Some of you are cringing already because you know that your GM is just going to use these things against you in a way to push you onto the railroad tracks of their pre-written plot. For you people, I'm sorry. They probably will.
If you get the feeling they're likely to, they're going to. You know them better than I do.
Yet, even under those conditions, I would still suggest this is the way you proceed. Give your character fictional vulnerabilities. And I don't mean false vulnerabilities, but vulnerabilities which exist purely within the fiction. Let the world affect you. Give the character things to pursue other than what's immediately in front of them. Give them motivations which may be at odds with other motivations. Let complexity come to the role.
"Lex," I can hear you say, "I'm just playing in the most vanilla kind of dungeon-delving game with my buddies. Why do I need to worry about all this role stuff? All this background garbage? Why do I need to even care about my family? That's not going to come up in the middle of the dungeon."
Then I would counter to you: are you really even playing a role-playing game if your role purely consists of the skill you bring to the table in a very limited slice? Or is it just a board game with a pawn card in front of you? I'm not saying that's not a valid way to play and that it's not fun. On the contrary, sometimes I just want to go kill dungeon inhabitants and take their stuff.
Fair enough. But if the character that you are doesn't affect who you are, and it doesn't affect what you're doing, then it doesn't matter.
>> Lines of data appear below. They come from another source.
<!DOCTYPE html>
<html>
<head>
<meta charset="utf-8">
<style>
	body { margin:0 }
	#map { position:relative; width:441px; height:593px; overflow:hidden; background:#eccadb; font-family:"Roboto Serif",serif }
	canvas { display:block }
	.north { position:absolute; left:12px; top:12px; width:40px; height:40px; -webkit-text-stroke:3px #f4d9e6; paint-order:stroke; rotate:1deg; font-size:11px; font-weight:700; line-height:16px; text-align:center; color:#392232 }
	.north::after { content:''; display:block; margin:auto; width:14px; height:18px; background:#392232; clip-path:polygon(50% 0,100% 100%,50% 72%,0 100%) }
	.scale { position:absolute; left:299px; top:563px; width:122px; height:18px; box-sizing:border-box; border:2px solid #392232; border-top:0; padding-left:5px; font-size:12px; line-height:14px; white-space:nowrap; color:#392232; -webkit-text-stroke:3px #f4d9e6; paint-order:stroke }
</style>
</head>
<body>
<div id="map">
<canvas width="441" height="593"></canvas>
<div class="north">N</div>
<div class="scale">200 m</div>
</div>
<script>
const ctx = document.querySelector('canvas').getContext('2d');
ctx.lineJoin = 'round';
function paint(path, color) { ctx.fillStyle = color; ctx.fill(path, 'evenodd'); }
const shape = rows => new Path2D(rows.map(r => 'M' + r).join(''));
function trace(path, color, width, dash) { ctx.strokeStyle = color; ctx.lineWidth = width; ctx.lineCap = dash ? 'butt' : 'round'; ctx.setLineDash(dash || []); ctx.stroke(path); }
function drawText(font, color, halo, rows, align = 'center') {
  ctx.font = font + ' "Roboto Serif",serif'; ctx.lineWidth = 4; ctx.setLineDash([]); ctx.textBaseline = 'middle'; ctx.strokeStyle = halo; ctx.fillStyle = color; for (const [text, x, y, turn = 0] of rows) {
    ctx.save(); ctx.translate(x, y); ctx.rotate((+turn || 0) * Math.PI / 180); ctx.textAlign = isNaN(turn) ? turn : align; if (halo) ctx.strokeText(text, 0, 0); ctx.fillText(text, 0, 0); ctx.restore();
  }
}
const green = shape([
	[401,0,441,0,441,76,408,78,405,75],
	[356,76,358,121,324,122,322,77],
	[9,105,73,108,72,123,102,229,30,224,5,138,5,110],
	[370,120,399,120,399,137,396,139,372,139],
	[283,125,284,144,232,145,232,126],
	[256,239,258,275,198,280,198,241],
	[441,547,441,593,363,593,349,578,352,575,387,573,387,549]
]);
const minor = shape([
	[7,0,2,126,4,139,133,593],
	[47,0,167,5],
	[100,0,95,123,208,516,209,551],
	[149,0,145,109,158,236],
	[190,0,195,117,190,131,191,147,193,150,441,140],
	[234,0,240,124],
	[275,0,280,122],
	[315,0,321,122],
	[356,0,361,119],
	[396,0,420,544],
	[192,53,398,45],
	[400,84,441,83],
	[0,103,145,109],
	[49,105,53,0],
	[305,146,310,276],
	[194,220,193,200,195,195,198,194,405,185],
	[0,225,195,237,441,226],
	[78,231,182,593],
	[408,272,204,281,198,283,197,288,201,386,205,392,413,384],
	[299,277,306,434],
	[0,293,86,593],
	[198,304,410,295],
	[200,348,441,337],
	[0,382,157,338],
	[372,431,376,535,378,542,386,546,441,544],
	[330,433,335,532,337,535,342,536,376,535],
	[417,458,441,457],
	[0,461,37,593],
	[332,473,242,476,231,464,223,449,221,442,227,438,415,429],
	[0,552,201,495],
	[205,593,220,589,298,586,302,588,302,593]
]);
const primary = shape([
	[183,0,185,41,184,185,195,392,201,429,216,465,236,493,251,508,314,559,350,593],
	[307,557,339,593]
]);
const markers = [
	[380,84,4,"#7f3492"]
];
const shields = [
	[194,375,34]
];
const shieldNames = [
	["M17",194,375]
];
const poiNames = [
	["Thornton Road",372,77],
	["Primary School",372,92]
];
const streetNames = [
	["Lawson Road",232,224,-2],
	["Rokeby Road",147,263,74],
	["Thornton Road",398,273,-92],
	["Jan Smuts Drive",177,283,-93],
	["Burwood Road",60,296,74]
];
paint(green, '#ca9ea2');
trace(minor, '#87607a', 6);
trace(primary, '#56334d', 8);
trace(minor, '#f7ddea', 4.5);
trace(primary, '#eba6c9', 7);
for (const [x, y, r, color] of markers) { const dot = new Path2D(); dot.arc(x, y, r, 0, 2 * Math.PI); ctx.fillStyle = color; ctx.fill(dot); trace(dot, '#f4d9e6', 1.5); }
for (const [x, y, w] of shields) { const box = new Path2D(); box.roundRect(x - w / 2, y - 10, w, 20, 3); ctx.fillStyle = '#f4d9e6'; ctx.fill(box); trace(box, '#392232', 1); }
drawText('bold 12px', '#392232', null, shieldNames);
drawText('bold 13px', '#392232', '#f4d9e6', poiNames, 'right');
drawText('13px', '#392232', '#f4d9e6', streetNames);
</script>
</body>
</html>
And if it doesn't matter, why even pretend otherwise?
**[Four Against Darkness](https://www.ganeshagames.net/product_info.php?cPath=1_55&products_id=295)** exists. A pile of other games, which are explicitly not roleplaying games, but involve doing any number of classic **D&D**-style adventuring without worrying about roles, exist. **[D100 Dungeon](https://www.drivethrurpg.com/en/product/244214/d100-dungeon-book-1)** exists. **[2d6 Dungeon](https://drgames.co.uk/2d6-dungeon-a-classic-dungeon-crawler-solo-player-game/)** and **[2d6 Realm](https://www.drivethrurpg.com/en/product/491996/2d6-realm-an-overland-expansion-for-2d6-dungeon)** exists. Maybe it's a better match for what you're doing than calling it a roleplaying game. Not only is it perhaps a better name, but it's more honest.
Let's keep gameplay interesting. Let's make our characters fictionally vulnerable in order to strengthen their interest. Family members, organizations you're a member of, neighborhoods, people you grew up with, teachers, mentors, rivals, enemies—all of these people, places, and things fill out the actual role that you are playing. They give your character hooks to the role-playing itself.
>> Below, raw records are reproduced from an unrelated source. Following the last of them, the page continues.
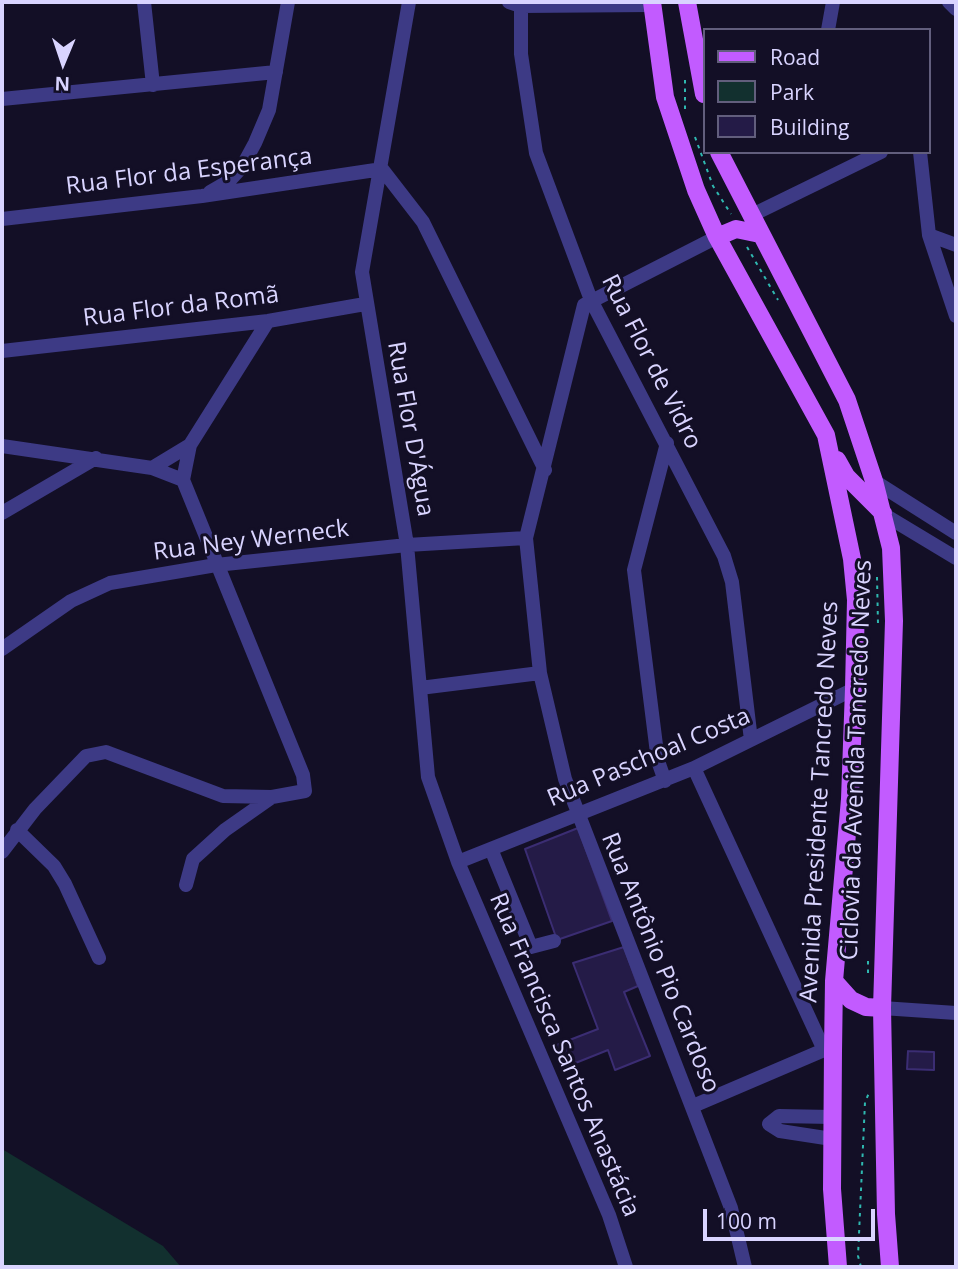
<!DOCTYPE html>
<meta charset="utf-8">
<style>
body{margin:0}
#map{position:relative;width:958px;height:1269px;overflow:hidden;background:#130f26;font-family:"Open Sans",sans-serif}
canvas{display:block}
.frame{position:absolute;inset:0;border:4px solid #d9d4ff;pointer-events:none}
.legend{position:absolute;left:703px;top:28px;width:228px;height:126px;box-sizing:border-box;background:#130f26;border:2px solid #625e7d;margin:0;padding:9px 12px;list-style:none;font-size:21px;color:#d9d4ff}
.legend li{display:flex;align-items:center;gap:14px;height:35px}
.legend b{width:35px;border:2px solid #625e7d}
.north{position:absolute;left:28px;top:28px;width:70px;height:70px;-webkit-text-stroke:5px #130f26;paint-order:stroke;rotate:182deg;font-size:19px;font-weight:700;line-height:28px;text-align:center;color:#d9d4ff}
.north::after{content:'';display:block;margin:auto;width:24px;height:32px;background:#d9d4ff;clip-path:polygon(50% 0,100% 100%,50% 72%,0 100%)}
.scale{position:absolute;left:703px;top:1209px;width:172px;height:32px;box-sizing:border-box;border:4px solid #d9d4ff;border-top:0;padding-left:9px;font-size:21px;line-height:24px;white-space:nowrap;color:#d9d4ff;-webkit-text-stroke:5px #130f26;paint-order:stroke}
</style>
<div id="map">
<canvas width="958" height="1269"></canvas>
<div class="frame"></div>
<ul class="legend">
<li><b style="height:9px;background:#c25bff"></b>Road</li>
<li><b style="height:19px;background:#12302f"></b>Park</li>
<li><b style="height:19px;background:#241b47"></b>Building</li>
</ul>
<div class="north">N</div>
<div class="scale">100 m</div>
</div>
<script>
const c = document.querySelector('canvas').getContext('2d');
c.lineJoin = 'round';
function fillPath(path, color) { c.fillStyle = color; c.fill(path, 'evenodd'); }
const toPath = rows => new Path2D(rows.map(r => 'M' + r).join(''));
function trace(path, color, width, dash) { c.strokeStyle = color; c.lineWidth = width; c.lineCap = dash ? 'butt' : 'round'; c.setLineDash(dash || []); c.stroke(path); }
function write(font, color, halo, rows, align = 'center') {
  c.font = font + ' "Open Sans",sans-serif'; c.lineWidth = 6; c.setLineDash([]); c.textBaseline = 'middle'; c.strokeStyle = halo; c.fillStyle = color; for (const [text, x, y, turn = 0] of rows) {
    c.save(); c.translate(x, y); c.rotate((+turn || 0) * Math.PI / 180); c.textAlign = isNaN(turn) ? turn : align; if (halo) c.strokeText(text, 0, 0); c.fillText(text, 0, 0); c.restore();
  }
}
fillPath(toPath([
 [2,1149,163,1246,181,1267,2,1267]
]), '#12302f');
const building = toPath([
 [578,828,612,921,557,940,525,849,578,828],
 [624,947,638,986,624,992,650,1056,615,1070,608,1050,563,1068,554,1046,598,1029,573,963,624,947],
 [908,1051,934,1052,934,1070,907,1069,908,1051]
]);
fillPath(building, '#241b47');
trace(building, '#3b2d73', 2);
trace(toPath([
 [685,109,685,76],
 [695,137,713,186,731,214],
 [747,247,778,300],
 [877,577,878,624],
 [868,973,868,958],
 [861,1267,858,1256,865,1102,869,1093]
]), '#2fb8b0', 2, [3.5, 5]);
trace(toPath([
 [144,2,153,85],
 [409,2,362,272,407,545,428,777,458,862,609,1215,626,1267],
 [509,2,521,6,652,5],
 [521,2,521,54,536,153,591,300,724,556,732,582,751,740],
 [949,2,956,9],
 [828,30,833,2],
 [2,99,276,72],
 [920,152,929,235,956,316],
 [210,192,229,181,242,167,255,143,269,110,288,2],
 [750,216,881,152],
 [2,219,202,196,382,169,423,222,545,470],
 [929,235,956,245],
 [717,237,584,305,526,538,540,673,565,779,731,1208,745,1267],
 [2,351,268,321,365,304],
 [2,446,152,468,183,480],
 [152,468,190,445,268,321],
 [874,481,956,533],
 [2,513,96,458],
 [883,514,956,558],
 [2,649,71,601,110,583,216,565,407,545,526,538],
 [420,688,540,673],
 [694,768,824,1050],
 [665,781,658,761,634,570,667,443],
 [17,830,54,866,65,884,99,958],
 [491,849,531,947,554,941],
 [2,852,35,809,86,756,106,752,223,796,272,797,305,791,303,775,183,480,190,445],
 [458,862,694,768,854,689],
 [186,885,193,859,225,830,272,797],
 [882,1008,956,1013],
 [693,1106,824,1050,831,1051],
 [832,1139,780,1131,769,1124,779,1116,832,1117]
]), '#3d3a85', 14);
trace(toPath([
 [652,2,665,97,696,190,717,237,826,435,852,559,856,600,854,689,850,799,834,981,833,1051,832,1189,838,1267],
 [687,2,704,94],
 [719,152,847,400,874,481,891,548,894,621,882,1008,886,1214,890,1267],
 [717,237,736,229,760,234],
 [837,460,846,476,883,513],
 [834,981,851,1000,866,1007,882,1008]
]), '#c25bff', 18);
write('24px', '#d9d4ff', '#130f26', [
 ["Rua Flor da Esperança",189,172,-7],
 ["Rua Flor da Romã",181,307,-7],
 ["Rua Flor de Vidro",651,362,63],
 ["Rua Flor D'Água",410,429,80],
 ["Rua Ney Werneck",251,541,-7],
 ["Rua Paschoal Costa",649,758,-23],
 ["Ciclovia da Avenida Tancredo Neves",857,760,-88],
 ["Avenida Presidente Tancredo Neves",820,802,-87],
 ["Rua Antônio Pio Cardoso",660,963,68],
 ["Rua Francisca Santos Anastácia",564,1055,67]
]);
</script>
A good GM won't just kill them off. They may threaten them. They may put them in peril. They may actively set them against you. But killing them removes their usefulness and their interest, and reduces the interest of your character. Far more useful and effective to just put strain on the relationship, or if it is already a strained relationship, have the world provide pressure that will reduce the strain. How does your character deal with getting closer to getting what they want? You can't ask that question unless they want something.
All of this possibility, all of this flexibility, goes right back to the beginning—the origin, if you will. Spend time thinking about your origin. Don't write three pages of backstory that tells everyone why your character is untouchable, but three pages of backstory about what they want, why they want it, how things could change, and what you're going to do to try and affect that change?
Man, I'll read that three pages every day. Twice on Sunday. So will everybody at your table. Then you're going to have motivated play, where people are actually aware of their role and yours—not just as, "I do this in the dungeon exploring party," but your role, your character, your place in the ongoing story.
What is the role you play? What's their origin?